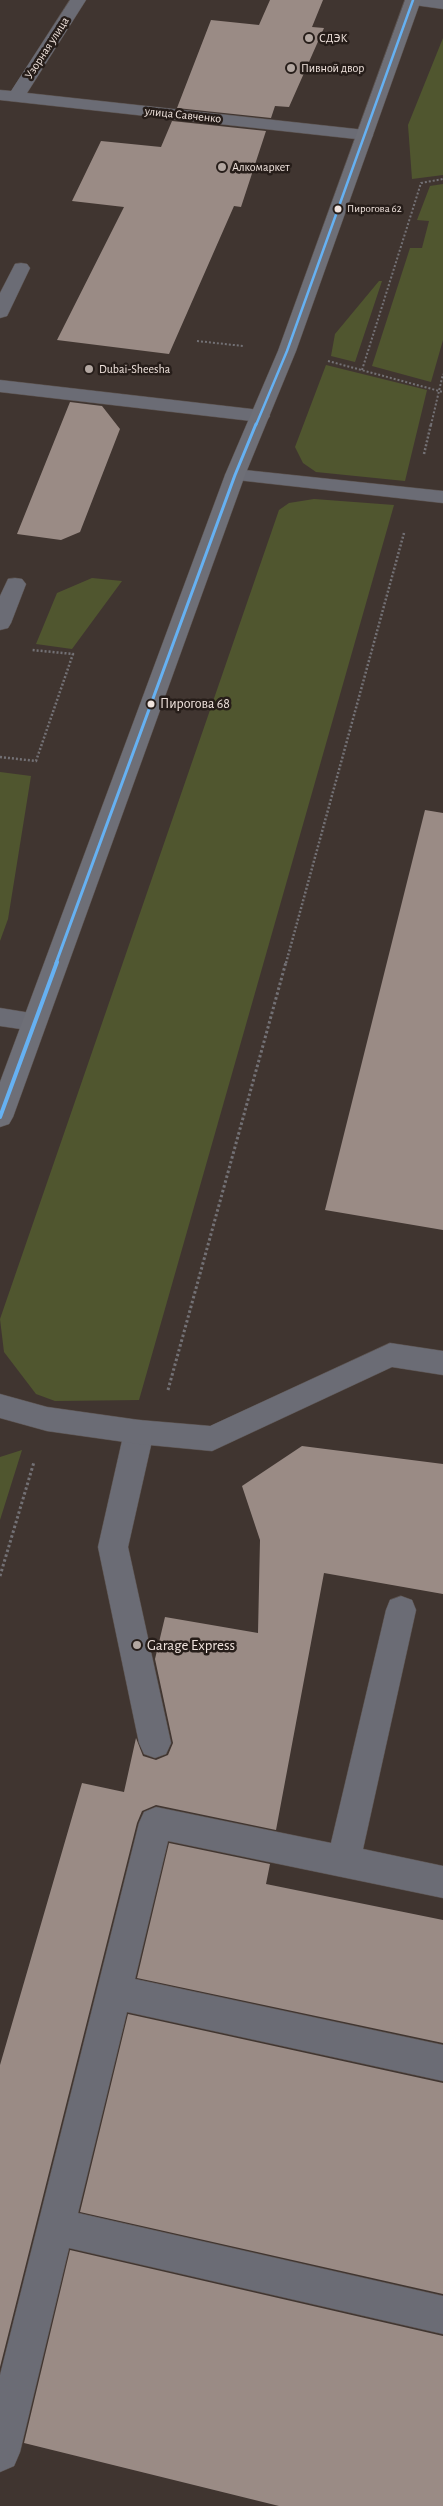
<!DOCTYPE html>
<meta charset="utf-8">
<style>
body{margin:0}
canvas{display:block;background:#403530}
</style>
<canvas width="443" height="2506"></canvas>
<script>
const c = document.querySelector('canvas').getContext('2d');
c.lineJoin = 'round';
function fillPath(path, color) {
  c.fillStyle = color;
  c.fill(path, 'evenodd');
}
function strokePath(path, color, width, dash) {
  c.strokeStyle = color;
  c.lineWidth = width;
  c.lineCap = dash ? 'butt' : 'round';
  c.setLineDash(dash || []);
  c.stroke(path);
}
function label(font, color, halo, rows, align = 'center') {
  c.font = font + ' "Alegreya Sans",sans-serif';
  c.lineWidth = 5;
  c.setLineDash([]);
  c.textBaseline = 'middle';
  c.strokeStyle = halo;
  c.fillStyle = color;
  for (const [text, x, y, turn = 0] of rows) {
    c.save();
    c.translate(x, y);
    c.rotate((+turn || 0) * Math.PI / 180);
    c.textAlign = isNaN(turn) ? turn : align;
    if (halo) c.strokeText(text, 0, 0);
    c.fillText(text, 0, 0);
    c.restore();
  }
}
const green = new Path2D(`
 M 443,38 L 443,175 L 412,179 L 408,125 Z
 M 443,184 L 443,340 L 431,382 L 372,366 L 410,248 L 422,248 L 429,221 L 417,220 L 430,186 Z
 M 379,281 L 382,281 L 355,362 L 331,356 L 335,334 Z
 M 326,365 L 427,390 L 405,481 L 316,472 L 303,463 L 295,447 Z
 M 314,499 L 394,505 L 139,1400 L 55,1401 L 36,1394 L 4,1352 L 0,1319 L 279,510 L 289,503 Z
 M 92,578 L 122,581 L 72,649 L 36,644 L 57,593 Z
 M 0,772 L 31,776 L 8,919 L 0,941 Z
 M 22,1450 L 0,1520 L 0,1457 Z`);
const building = new Path2D(`
 M 270,0 L 323,0 L 312,27 L 324,28 L 289,107 L 275,106 L 271,118 L 177,108 L 211,20 L 259,25 Z
 M 172,121 L 266,131 L 241,207 L 234,206 L 169,354 L 57,340 L 124,207 L 72,201 L 101,141 L 161,147 Z
 M 70,402 L 102,406 L 120,429 L 80,532 L 61,540 L 17,534 Z
 M 425,810 L 443,813 L 443,1230 L 325,1210 Z
 M 302,1446 L 443,1464 L 443,1594 L 324,1573 L 276,1830 L 156,1805 L 142,1811 L 137,1823 L 0,2367 L 0,2065 L 82,1783 L 124,1792 L 136,1738 L 143,1756 L 156,1760 L 168,1755 L 173,1743 L 155,1659 L 165,1617 L 258,1633 L 260,1540 L 242,1486 Z
 M 169,1843 L 270,1864 L 266,1884 L 443,1920 L 443,2043 L 137,1978 Z
 M 128,2014 L 443,2083 L 443,2294 L 80,2212 Z
 M 70,2250 L 443,2336 L 443,2506 L 279,2506 L 24,2443 Z`);
const pathFar2 = new Path2D(`
 M 197,341 L 243,346
 M 328,361 L 443,392
 M 362,370 L 421,183 L 443,179
 M 431,425 L 443,374`);
const pathFar1 = new Path2D(`
 M 424,454 L 431,424
 M 0,757 L 36,761 L 73,654 L 32,650
 M 286,963 L 404,533`);
const path = new Path2D(`
 M 168,1390 L 286,962
 M 0,1576 L 34,1462`);
const lane = new Path2D(`
 M 405,0 L 443,0 L 443,9 L 407,4 Z
 M 21,263 L 27,264 L 30,268 L 9,312 L 7,316 L 0,318 L 0,293 L 15,264 Z
 M 0,380 L 260,410 L 267,412 L 270,416 L 267,420 L 260,422 L 0,392 Z
 M 235,469 L 443,491 L 443,503 L 228,479 L 225,475 L 228,471 Z
 M 15,578 L 22,579 L 26,584 L 11,623 L 8,628 L 0,630 L 0,596 L 8,579 Z
 M 0,1008 L 43,1015 L 47,1022 L 43,1029 L 34,1031 L 0,1026 Z
 M 139,1420 L 149,1423 L 154,1432 L 128,1547 L 171,1743 L 166,1754 L 155,1758 L 144,1754 L 139,1743 L 98,1547 L 124,1432 L 129,1423 Z
 M 401,1596 L 412,1600 L 416,1610 L 363,1849 L 443,1866 L 443,1898 L 168,1841 L 135,1979 L 443,2045 L 443,2081 L 127,2012 L 78,2213 L 443,2296 L 443,2334 L 69,2248 L 20,2452 L 14,2466 L 0,2472 L 0,2375 L 139,1823 L 144,1812 L 156,1807 L 331,1843 L 386,1610 L 390,1600 Z`);
const street = new Path2D(`
 M 70,0 L 86,0 L 27,93 L 365,130 L 371,131 L 373,135 L 371,139 L 365,140 L 0,100 L 0,90 L 11,91 Z
 M 390,1343 L 443,1351 L 443,1375 L 392,1367 L 212,1451 L 139,1444 L 47,1431 L 0,1418 L 0,1394 L 47,1407 L 139,1420 L 210,1426 Z`);
const secondary = new Path2D(`
 M 405,0 L 421,0 L 296,351 L 245,475 L 13,1117 L 9,1124 L 0,1127 L 0,1082 L 225,475 L 278,351 Z`);
const bus1Far2 = new Path2D(`
 M 256,425 L 287,351 L 413,0`);
const bus1Far1 = new Path2D(`
 M 56,963 L 235,475 L 256,424`);
const bus1 = new Path2D(`
 M 0,1117 L 57,962`);
const markers = [
 [309,38,5,"#b3a7a1"],
 [291,68,5,"#b3a7a1"],
 [222,167,5,"#b3a7a1"],
 [338,209,4.5,"#f1e4de"],
 [89,369,5,"#b3a7a1"],
 [151,704,4.5,"#f1e4de"],
 [137,1645,5,"#b3a7a1"]
];
const farBusnames = [
 ["Пирогова 62",347,209]
];
const farPoinames = [
 ["СДЭК",319,38],
 ["Пивной двор",301,68],
 ["Алкомаркет",232,167],
 ["Dubai-Sheesha",99,369]
];
const farStreetnames = [
 ["Узорная улица",47,48,-57],
 ["улица Савченко",183,115,6]
];
const busNames = [
 ["Пирогова 68",160,704]
];
const poiNames = [
 ["Garage Express",147,1645]
];
fillPath(green, '#50562f');
fillPath(building, '#9a8b85');
strokePath(lane, '#5b524e', 1);
strokePath(street, '#5b524e', 1);
strokePath(secondary, '#5b524e', 1);
strokePath(pathFar2, '#737175', 2, [2, 2]);
strokePath(pathFar1, '#737175', 2.5, [2, 2]);
strokePath(path, '#737175', 3, [2.5, 2.5]);
fillPath(lane, '#6b6c75');
fillPath(street, '#6b6c75');
fillPath(secondary, '#6e6f77');
strokePath(bus1Far2, '#66b1f2', 2.5);
strokePath(bus1Far1, '#66b1f2', 3);
strokePath(bus1, '#66b1f2', 4);
for (const [x, y, r, color] of markers) {
  const dot = new Path2D();
  dot.arc(x, y, r, 0, 2 * Math.PI);
  c.fillStyle = color;
  c.fill(dot);
  strokePath(dot, '#261d19', 2);
}
label('11px', '#f1e4de', '#261d19', farBusnames, 'left');
label('12px', '#f1e4de', '#261d19', farPoinames, 'left');
label('12px', '#f1e4de', '#261d19', farStreetnames);
label('14px', '#f1e4de', '#261d19', busNames, 'left');
label('15px', '#f1e4de', '#261d19', poiNames, 'left');
</script>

__Required action__.
The answer is each line from the entries above in which the word "halo" occurs.

__Exercise result__.
function label(font, color, halo, rows, align = 'center') {
  c.strokeStyle = halo;
    if (halo) c.strokeText(text, 0, 0);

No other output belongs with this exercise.